Les entrepreneurs dans l’âme m’excuseront, il ne s’agira pas ici de détailler la genèse du projet d’entreprise. Je vais plutôt m’intéresser ici au cas d’une jeune entreprise, qui a réussi son décollage et doit maintenant apprendre à sortir de son organisation start-up/artisanale/on-fait-comme-on-peut pour une organisation plus pérenne. Une entreprise comme AXONE.

Comment repenser son organisation, en la faisant correspondre à la vision que l’on a pour le futur de l’entreprise ? Comment faire fonctionner tout cela avec les employés qui ont rejoint l’aventure récemment et ceux qui sont là depuis les débuts ? Comment garder une uniformité lorsque l’activité s’étend aux quatre coins du pays ?

La première idée serait de faire correspondre l’organisation de son entreprise à des schémas bien connus, ceux des grandes entreprises, réparties sur un large territoire. Il semble intéressant de s’inspirer de celles-ci.

Directeur d’agence, manager, responsable commercial régional, chefs de projet… Ces noms sont familiers et il serait trivial de les faire apparaitre sur un organigramme pyramidal. La communication auprès des clients et partenaires serait alors limpide. Mais en interne ? Vais-je trouver une personne, par localité, capable d’endosser le rôle de « Directeur d’agence » ? Ai-je de quoi occuper à 100% un « responsable commercial régional » ? Qui le manager gèrerait-il ? Comment je fais avec mon agence à 2-3-4 personnes ?

Nous voyons ici rapidement que le modèle « grande entreprise » ne semble pas être la solution la plus adaptée. Mais en existe-t-il d’autres ?

Holacratie et entreprise libérée

En rédigeant cet article et en m’intéressant au sujet de l’organisation d’entreprise, je suis assez rapidement tombé sur le principe d’« Entreprise libérée ». Quelques heures de lecture plus tard, tout était limpide pour moi. C’est vers cela que doivent aller toutes les entreprises !

Beaucoup de gens en parleront bien mieux que je ne pourrais le faire (par exemple ici), mais je vais essayer d’expliquer brièvement les principes de base de l’entreprise libérée. Premièrement, il faut être à l’aise avec l’idée que l’homme est foncièrement bon et ne cherche pas systématiquement à abuser du système, quel qu’il soit. Ensuite, il faut être persuadé qu’un salarié heureux est plus productif et donc que le bonheur de chacun au travail est indispensable. Finalement, l’objectif de toute entreprise lucrative étant de gagner de l’argent, les entreprises libérées réduisent leurs coûts en supprimant tous les postes de management intermédiaire, les postes de contrôle.

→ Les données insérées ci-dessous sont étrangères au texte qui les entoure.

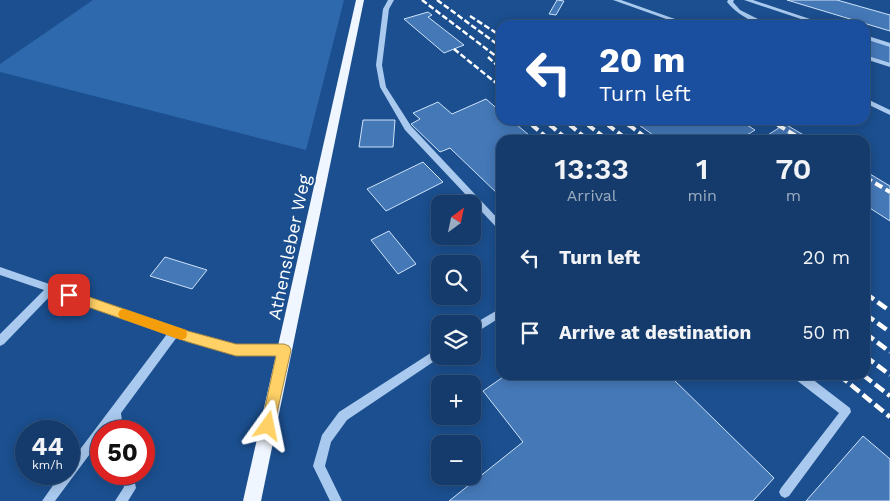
<!DOCTYPE html>
<html lang="en">
<head>
<meta charset="utf-8">
<style>
	body { margin:0; font-family:"Work Sans",sans-serif; background:#214673; color:#f1f3f6; height:100vh; display:flex; flex-direction:column; font-size:19px; white-space:nowrap }
	* { box-sizing:border-box; margin:0 }
	p { font-size:16px; color:#9dadc1 }
	.icon { flex:none; width:28px; height:28px; fill:none; stroke:currentColor; stroke-width:2; stroke-linecap:round; stroke-linejoin:round }
	.map { position:relative; flex:1; overflow:hidden }
	.panel { position:absolute; left:496px; top:135px; width:374px; height:245px; display:flex; flex-direction:column; background:#143b6b; border-radius:15px; box-shadow:0 2px 12px #0003,0 0 0 1px #33557e }
	.panel>* { flex:none }
	.banner { position:absolute; left:496px; top:20px; width:374px; height:105px; border-radius:15px; box-shadow:0 2px 12px #0003,0 0 0 1px #33557e; background:#1a4fa0; color:#fff; overflow:hidden }
	.needle { width:32px; rotate:33deg }
	.controls { position:absolute; left:431px; top:195px; display:grid; gap:10px }
	.controls a { display:grid; place-items:center; width:50px; height:50px; border-radius:10px; background:#143b6b; box-shadow:0 2px 12px #0003,0 0 0 1px #33557e; font-size:25px }
	.speed { position:absolute; left:15px; top:420px; display:flex; gap:10px; font-size:25px; font-weight:700; text-align:center }
	.speed>* { display:grid; place-content:center; width:65px; height:65px; border-radius:50%; background:#143b6b; box-shadow:0 2px 12px #0003,0 0 0 1px #33557e; line-height:1 }
	.speed small { font-size:12px; font-weight:400 }
	.speed .limit { border:8px solid #d22; background:#fff; color:#111 }
	.pin { position:absolute; display:grid; place-items:center; width:42px; height:42px; color:#fff; margin:-21px; border-radius:10px; box-shadow:0 2px 8px #0006 }
	.me { position:absolute; width:55px; margin:-28px; rotate:12deg; stroke-linejoin:round; filter:drop-shadow(0 0 4px #0008) }
	.turn { display:flex; align-items:center; gap:18px; height:105px; padding:0 20px; font-size:22px }
	.turn .icon { width:65px; height:65px; stroke-width:2.5 }
	.turn b { display:block; font-size:35px; line-height:42px }
	.eta { display:flex; justify-content:space-evenly; align-items:center; height:85px; text-align:center }
	.eta b { font-size:30px; font-weight:600; line-height:35px }
	ul { padding:0; list-style:none }
	li { display:flex; align-items:center; gap:15px; height:75px; padding:0 20px }
	li div { flex:1 }
	li b { display:block; font-size:19px }
	li em { font-style:normal }
	.map>svg:first-child { display:block }
	.green { fill:#2e69ad }
	.building { fill:#4478b7; stroke:#cfe3fa }
	.lines { fill:none; stroke-linecap:round; stroke-linejoin:round }
	.minor { fill:#a9c9ee; fill-rule:evenodd }
	.major { fill:#f0f6ff; fill-rule:evenodd }
	.rail-far2 { stroke:#fff; stroke-width:2.5; stroke-dasharray:6 2.5; stroke-linecap:butt }
	.rail-far1 { stroke:#fff; stroke-width:4; stroke-dasharray:8 4; stroke-linecap:butt }
	.rail { stroke:#fff; stroke-width:4.5; stroke-dasharray:11 4.5; stroke-linecap:butt }
	.route { fill:#ffd166; stroke:#a68842 }
	.slow { fill:#f59e0b }
	.labels { text-anchor:middle; dominant-baseline:central; stroke-width:4; stroke-linejoin:round; paint-order:stroke }
	.street-label { font-size:18px; fill:#fff; stroke:#1b4f8f }
</style>
</head>
<body>
<div class="map">
<svg width="890" height="501" viewBox="0 0 890 501">
	<rect width="100%" height="100%" fill="#1b4f8f"/>
	<path class="green" d="M93,0H344L306,150L0,72V64Z"/>
	<g class="building">
		<path d="M557,0L564,1L556,15L549,14Z"/>
		<path d="M787,0H837L890,15V31Z"/>
		<path d="M428,12L432,15L428,17L464,45L444,53L404,19Z"/>
		<path d="M865,38L890,46V64L865,56Z"/>
		<path d="M486,99L501,112V120H511L535,140H501V197L450,148L440,152L411,124L420,119L413,113L438,102L452,114Z"/>
		<path d="M363,120H395L393,147H359Z"/>
		<path d="M632,120H739L755,130L739,140H660Z"/>
		<path d="M785,124L812,140H760Z"/>
		<path d="M423,162L443,182L386,211L367,189Z"/>
		<path d="M865,171L890,186V221L865,205Z"/>
		<path d="M389,231L416,264L398,274L371,240Z"/>
		<path d="M165,257L207,270L192,289L150,276Z"/>
		<path d="M506,375H669L774,478L753,501H449L523,442L483,391Z"/>
		<path d="M863,436L890,459V501H806Z"/>
	</g>
	<g class="lines">
		<g class="minor">
			<path d="M388,0H394L389,9L382,65L386,87L411,126L501,222V230L498,229L405,130L380,87L376,65L383,9Z"/>
			<path d="M613,0H621L692,25H683Z"/>
			<path d="M728,0H734L733,2L740,10L770,25C754,25 737,14 727,2Z"/>
			<path d="M744,0H753L828,25H819Z"/>
			<path d="M865,35L890,43V47L865,39Z"/>
			<path d="M865,55L890,63V67L865,59Z"/>
			<path d="M865,98L890,110V115L865,103Z"/>
			<path d="M0,267L188,332L236,345H284L288,347L289,350L288,353L284,355H236L177,337L121,413L123,431H113L112,425L107,431H101V439L55,501H42L61,474H69V464L167,334L53,293L4,344L0,346V334L44,290L0,275Z"/>
			<path d="M501,308V317L472,335V325Z"/>
			<path d="M440,347V356H442L347,420L331,442L325,466L342,501H330L313,466L322,435L339,412Z"/>
			<path d="M794,375H807L850,408L851,412L789,496L785,498L781,496L779,492L781,488L839,413L795,379Z"/>
			<path d="M121,474H133L136,488L128,501H115L124,487Z"/>
		</g>
		<path class="major" d="M356,0H364L261,501H243Z"/>
		<g class="rail-far2">
			<path d="M422,0L501,60"/>
			<path d="M437,0L501,47"/>
			<path d="M470,16L501,36"/>
			<path d="M454,49L501,87"/>
			<path d="M488,57L501,69"/>
			<path d="M499,98L501,100"/>
			<path d="M526,120L534,127"/>
			<path d="M543,120L551,127"/>
			<path d="M563,120L571,127"/>
			<path d="M581,120L590,127"/>
			<path d="M601,120L610,127"/>
			<path d="M621,120L630,127"/>
			<path d="M769,120L780,127"/>
		</g>
		<g class="rail-far1">
			<path d="M532,125L550,140"/>
			<path d="M550,125L568,140"/>
			<path d="M570,125L588,140"/>
			<path d="M588,125L608,140"/>
			<path d="M608,125L628,140"/>
			<path d="M629,125L649,140"/>
			<path d="M778,125L803,140"/>
			<path d="M865,177L890,192"/>
		</g>
		<g class="rail">
			<path d="M865,293L890,311"/>
			<path d="M865,314L890,332"/>
			<path d="M865,333L890,352"/>
			<path d="M865,356L890,375"/>
			<path d="M839,375L890,417"/>
			<path d="M863,375L890,396"/>
		</g>
	</g>
	<path class="route" d="M69,290L188,331L236,344H284L289,346L291,350L273,431L268,433L263,431L261,426L276,356H236L188,342L65,299L63,295L65,292Z"/>
	<path class="slow" d="M124,309L186,330L187,334L186,338L181,340L120,318L118,314L120,310Z"/>
	<g class="labels">
		<g class="street-label">
			<text transform="translate(289 247) rotate(-78)">Athensleber Weg</text>
		</g>
	</g>
</svg>
<div class="controls">
<a><svg class="needle" viewBox="-14 -14 28 28"><path d="M0-13l5 13h-10z" fill="#e53935"/><path d="M0 13l5-13h-10z" fill="#9dadc1"/></svg></a>
<a><svg class="icon" aria-label="search" viewBox="0 0 24 24"><circle cx="10" cy="10" r="6"/><path d="M15 15l6 6"/></svg></a>
<a><svg class="icon" aria-label="layers" viewBox="0 0 24 24"><path d="M12 4l9 5-9 5-9-5zM3 14l9 5 9-5"/></svg></a>
<a>+</a>
<a>−</a>
</div>
<div class="speed"><div>44<small>km/h</small></div><div class="limit">50</div></div>
<div class="pin" style="left:69px;top:295px;background:#d93025"><svg class="icon" aria-label="arrive" viewBox="0 0 24 24"><path d="M6 21V4h12l-3 4 3 4H6"/></svg></div>
<svg class="me" style="left:268px;top:426px" viewBox="-20 -20 40 40"><path d="M0-17L14 15 0 8-14 15z" fill="#ffd166" stroke="#fff" stroke-width="4"/></svg>
<div class="banner">
<div class="turn"><svg class="icon" aria-label="left" viewBox="0 0 24 24"><path d="M17 20v-9H6M10 6l-5 5 5 5"/></svg><div><b>20 m</b>Turn left</div></div>
</div>
<section class="panel">
<div class="eta">
<div><b>13:33</b><p>Arrival</p></div>
<div><b>1</b><p>min</p></div>
<div><b>70</b><p>m</p></div>
</div>
<ul>
<li><svg class="icon" aria-label="left" viewBox="0 0 24 24"><path d="M17 20v-9H6M10 6l-5 5 5 5"/></svg><div><b>Turn left</b></div><em>20 m</em></li>
<li><svg class="icon" aria-label="arrive" viewBox="0 0 24 24"><path d="M6 21V4h12l-3 4 3 4H6"/></svg><div><b>Arrive at destination</b></div><em>50 m</em></li>
</ul>
</section>
</div>
</body>
</html>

La dynamique vertueuse recherchée pourrait être, de manière très simple, voire simpliste, résumée ainsi :

1. La réduction au maximum des postes de management intermédiaire induit :

a. Une réduction des activités de contrôle,
b. Une réduction des dépenses,

2. La réduction des activités de contrôle implique :

a. Une diminution du sentiment d’être surveillés, de la part des salariés, perçue comme une marque de confiance
b. Une diminution des activités de remontée d’information (donc une réduction des dépenses)

3. L’augmentation de la confiance perçue par les salariés augmente leur implication, ce qui implique :

a. Une augmentation de la productivité, donc des marges,
b. Une augmentation de la créativité et donc du potentiel d’innovation de l’entreprise.

Ce schéma est à nuancer et à adapter à chaque situation particulière, mais l’objectif visé par la démarche apparaît clairement.
Une multitude d’autres principes a conduit des entreprises innovantes dans leur management (les exemples les plus célèbres en France étant Favi et Chronoflex), à revoir leurs processus de prise de décisions opérationnelles. Ces principes relatifs à l’holacratie (gouvernance par le tout) ont par exemple permis de revoir les méthodes de désignation de responsables d’équipe. Chez certains, ils n’ont plus été désignés par la direction, mais élus par les équipes. D’ailleurs, on ne parle plus de « chef », mais de leader, qui a pour objectif de guider son équipe plutôt que de la diriger.

Les exemples sont nombreux, mais on comprend vite en quoi ce mode de fonctionnement renforce le sentiment d’appartenance, la confiance ressentie et donc l’implication (et donc in fine les bénéfices pour l’entreprise).

Créer son propre modèle

Les bienfaits théoriques de ce modèle sont évidents, et la démarche vertueuse ne pourra qu’enthousiasmer les plus humanistes d’entre nous. Malgré tout, la libération de l’entreprise n’est pas un parcours tracé. De nombreux freins peuvent complexifier le voyage. Premièrement, le socle de tout cela, le chef d’entreprise, doit être mu par la conviction que cette démarche est la bonne, car il n’est pas possible de l’appliquer à moitié. Le départ de cette personne rebattra les cartes, et si la transition n’est pas correctement préparée, alors peu de chance que le modèle subsiste. De la même manière, il est important que chaque personne sache mettre de côté son égo, car les signes de d’autorité ont vocation à se raréfier. Moins de hiérarchie, plus de groupe… cela ne ressemble pas trop au modèle qui nous est présenté depuis, pour ma part, la naissance. Mais de gros efforts de déconstruction sont à faire de la part de tous.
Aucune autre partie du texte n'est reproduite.